**Directions:**
Only the lines from the start of the entries through the line with "filter:drop-shadow(2px 0 #424242)" are wanted; please output them exactly.

**Supplied records:**
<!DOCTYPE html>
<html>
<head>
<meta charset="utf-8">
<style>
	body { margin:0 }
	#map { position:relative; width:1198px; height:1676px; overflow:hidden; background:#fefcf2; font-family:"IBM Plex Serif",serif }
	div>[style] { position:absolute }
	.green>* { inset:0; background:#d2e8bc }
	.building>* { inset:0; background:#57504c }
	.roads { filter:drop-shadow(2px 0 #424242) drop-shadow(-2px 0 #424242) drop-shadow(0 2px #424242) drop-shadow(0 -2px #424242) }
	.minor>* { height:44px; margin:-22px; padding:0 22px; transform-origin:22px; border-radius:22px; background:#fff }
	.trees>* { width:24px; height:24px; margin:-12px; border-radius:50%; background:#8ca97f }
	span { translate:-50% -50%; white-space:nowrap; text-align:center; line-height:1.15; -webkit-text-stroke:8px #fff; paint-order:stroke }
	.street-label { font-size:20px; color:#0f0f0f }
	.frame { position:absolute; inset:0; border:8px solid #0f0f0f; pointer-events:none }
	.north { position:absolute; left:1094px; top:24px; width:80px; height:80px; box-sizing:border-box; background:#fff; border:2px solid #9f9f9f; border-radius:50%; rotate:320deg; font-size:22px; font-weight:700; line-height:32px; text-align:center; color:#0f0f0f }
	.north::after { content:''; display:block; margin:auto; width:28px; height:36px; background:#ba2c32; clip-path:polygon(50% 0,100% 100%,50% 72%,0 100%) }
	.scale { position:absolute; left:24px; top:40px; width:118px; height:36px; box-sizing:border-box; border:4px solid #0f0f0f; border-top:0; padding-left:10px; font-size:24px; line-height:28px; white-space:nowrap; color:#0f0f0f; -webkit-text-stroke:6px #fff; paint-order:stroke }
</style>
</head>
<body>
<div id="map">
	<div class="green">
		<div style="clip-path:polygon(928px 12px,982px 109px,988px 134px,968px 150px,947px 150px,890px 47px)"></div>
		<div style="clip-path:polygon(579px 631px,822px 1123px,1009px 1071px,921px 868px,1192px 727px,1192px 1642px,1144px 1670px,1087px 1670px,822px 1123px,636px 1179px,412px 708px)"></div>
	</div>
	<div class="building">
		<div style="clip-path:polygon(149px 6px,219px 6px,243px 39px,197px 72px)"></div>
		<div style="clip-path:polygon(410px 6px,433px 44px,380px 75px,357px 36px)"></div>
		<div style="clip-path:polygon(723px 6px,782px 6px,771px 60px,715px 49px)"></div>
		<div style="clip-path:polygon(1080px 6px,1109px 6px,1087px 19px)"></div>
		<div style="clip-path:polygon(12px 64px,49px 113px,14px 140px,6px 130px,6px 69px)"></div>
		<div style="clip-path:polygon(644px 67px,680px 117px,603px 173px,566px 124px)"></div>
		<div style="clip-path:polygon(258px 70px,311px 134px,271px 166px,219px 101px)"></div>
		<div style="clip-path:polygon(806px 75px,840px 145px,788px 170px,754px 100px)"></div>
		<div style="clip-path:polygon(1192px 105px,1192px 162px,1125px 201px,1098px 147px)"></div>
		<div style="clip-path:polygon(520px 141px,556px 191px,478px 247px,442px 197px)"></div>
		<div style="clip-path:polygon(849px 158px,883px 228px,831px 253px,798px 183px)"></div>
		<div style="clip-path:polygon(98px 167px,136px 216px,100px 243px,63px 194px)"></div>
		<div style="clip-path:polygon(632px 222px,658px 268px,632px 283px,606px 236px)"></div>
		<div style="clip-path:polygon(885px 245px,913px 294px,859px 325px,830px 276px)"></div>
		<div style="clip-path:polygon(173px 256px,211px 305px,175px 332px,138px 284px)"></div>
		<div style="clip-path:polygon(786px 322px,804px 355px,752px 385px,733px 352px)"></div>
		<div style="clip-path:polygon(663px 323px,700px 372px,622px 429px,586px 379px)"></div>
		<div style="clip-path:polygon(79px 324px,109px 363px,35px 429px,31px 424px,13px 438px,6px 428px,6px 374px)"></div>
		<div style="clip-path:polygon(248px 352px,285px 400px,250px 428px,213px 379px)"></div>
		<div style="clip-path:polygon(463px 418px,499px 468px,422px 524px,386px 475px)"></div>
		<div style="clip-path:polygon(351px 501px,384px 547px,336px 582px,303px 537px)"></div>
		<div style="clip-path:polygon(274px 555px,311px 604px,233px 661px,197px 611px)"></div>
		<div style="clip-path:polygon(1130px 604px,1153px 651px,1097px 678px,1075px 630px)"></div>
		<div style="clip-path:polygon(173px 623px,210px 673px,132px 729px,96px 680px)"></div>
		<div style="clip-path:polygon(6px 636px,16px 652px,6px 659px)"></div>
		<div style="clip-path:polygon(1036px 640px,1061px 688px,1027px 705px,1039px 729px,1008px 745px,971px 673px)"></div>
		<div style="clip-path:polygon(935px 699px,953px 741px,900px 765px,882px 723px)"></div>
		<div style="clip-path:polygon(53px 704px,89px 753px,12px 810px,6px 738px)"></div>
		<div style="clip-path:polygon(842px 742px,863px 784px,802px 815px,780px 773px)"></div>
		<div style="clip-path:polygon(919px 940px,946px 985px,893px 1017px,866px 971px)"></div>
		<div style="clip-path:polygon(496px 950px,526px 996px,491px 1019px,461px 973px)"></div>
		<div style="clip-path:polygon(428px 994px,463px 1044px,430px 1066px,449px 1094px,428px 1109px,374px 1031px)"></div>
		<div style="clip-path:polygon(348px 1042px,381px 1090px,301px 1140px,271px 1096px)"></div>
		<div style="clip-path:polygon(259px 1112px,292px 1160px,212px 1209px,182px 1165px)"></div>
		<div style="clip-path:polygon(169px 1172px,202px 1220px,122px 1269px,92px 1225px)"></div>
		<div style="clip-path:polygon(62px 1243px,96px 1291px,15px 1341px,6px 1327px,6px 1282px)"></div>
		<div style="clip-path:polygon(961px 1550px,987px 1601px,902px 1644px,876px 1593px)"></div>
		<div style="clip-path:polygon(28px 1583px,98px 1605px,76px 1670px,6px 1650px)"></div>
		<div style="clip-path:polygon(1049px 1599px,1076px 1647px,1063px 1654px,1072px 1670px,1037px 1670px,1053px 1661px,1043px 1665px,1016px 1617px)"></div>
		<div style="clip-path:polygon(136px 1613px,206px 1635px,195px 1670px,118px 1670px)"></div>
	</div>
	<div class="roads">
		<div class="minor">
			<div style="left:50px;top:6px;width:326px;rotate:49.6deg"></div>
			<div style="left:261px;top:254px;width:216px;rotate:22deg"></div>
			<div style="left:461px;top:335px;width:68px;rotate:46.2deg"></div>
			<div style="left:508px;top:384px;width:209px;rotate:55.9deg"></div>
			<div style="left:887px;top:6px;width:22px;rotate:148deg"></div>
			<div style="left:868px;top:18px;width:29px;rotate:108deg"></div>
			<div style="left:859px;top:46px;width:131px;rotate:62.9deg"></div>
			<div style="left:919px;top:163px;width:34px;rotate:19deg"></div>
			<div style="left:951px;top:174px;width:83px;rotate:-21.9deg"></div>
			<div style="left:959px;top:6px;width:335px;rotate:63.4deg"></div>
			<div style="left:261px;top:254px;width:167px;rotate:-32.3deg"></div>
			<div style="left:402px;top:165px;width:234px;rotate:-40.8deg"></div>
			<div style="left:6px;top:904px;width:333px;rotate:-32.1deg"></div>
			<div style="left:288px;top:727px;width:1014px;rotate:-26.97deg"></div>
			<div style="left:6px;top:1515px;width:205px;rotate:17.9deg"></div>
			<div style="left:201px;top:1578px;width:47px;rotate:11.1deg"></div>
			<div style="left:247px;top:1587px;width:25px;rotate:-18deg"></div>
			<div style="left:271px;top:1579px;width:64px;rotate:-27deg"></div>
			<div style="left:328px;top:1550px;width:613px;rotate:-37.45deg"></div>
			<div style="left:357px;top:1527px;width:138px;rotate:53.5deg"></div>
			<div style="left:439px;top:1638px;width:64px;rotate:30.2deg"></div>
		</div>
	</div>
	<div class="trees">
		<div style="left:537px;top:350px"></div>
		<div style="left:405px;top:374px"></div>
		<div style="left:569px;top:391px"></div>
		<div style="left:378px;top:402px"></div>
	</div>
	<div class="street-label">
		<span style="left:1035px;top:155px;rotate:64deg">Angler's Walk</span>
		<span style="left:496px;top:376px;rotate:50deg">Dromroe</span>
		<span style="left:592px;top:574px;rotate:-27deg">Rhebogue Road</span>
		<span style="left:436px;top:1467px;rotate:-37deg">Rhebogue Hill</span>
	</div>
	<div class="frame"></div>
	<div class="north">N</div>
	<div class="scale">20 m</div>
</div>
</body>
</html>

**Solution to the problem:**
<!DOCTYPE html>
<html>
<head>
<meta charset="utf-8">
<style>
	body { margin:0 }
	#map { position:relative; width:1198px; height:1676px; overflow:hidden; background:#fefcf2; font-family:"IBM Plex Serif",serif }
	div>[style] { position:absolute }
	.green>* { inset:0; background:#d2e8bc }
	.building>* { inset:0; background:#57504c }
	.roads { filter:drop-shadow(2px 0 #424242) drop-shadow(-2px 0 #424242) drop-shadow(0 2px #424242) drop-shadow(0 -2px #424242) }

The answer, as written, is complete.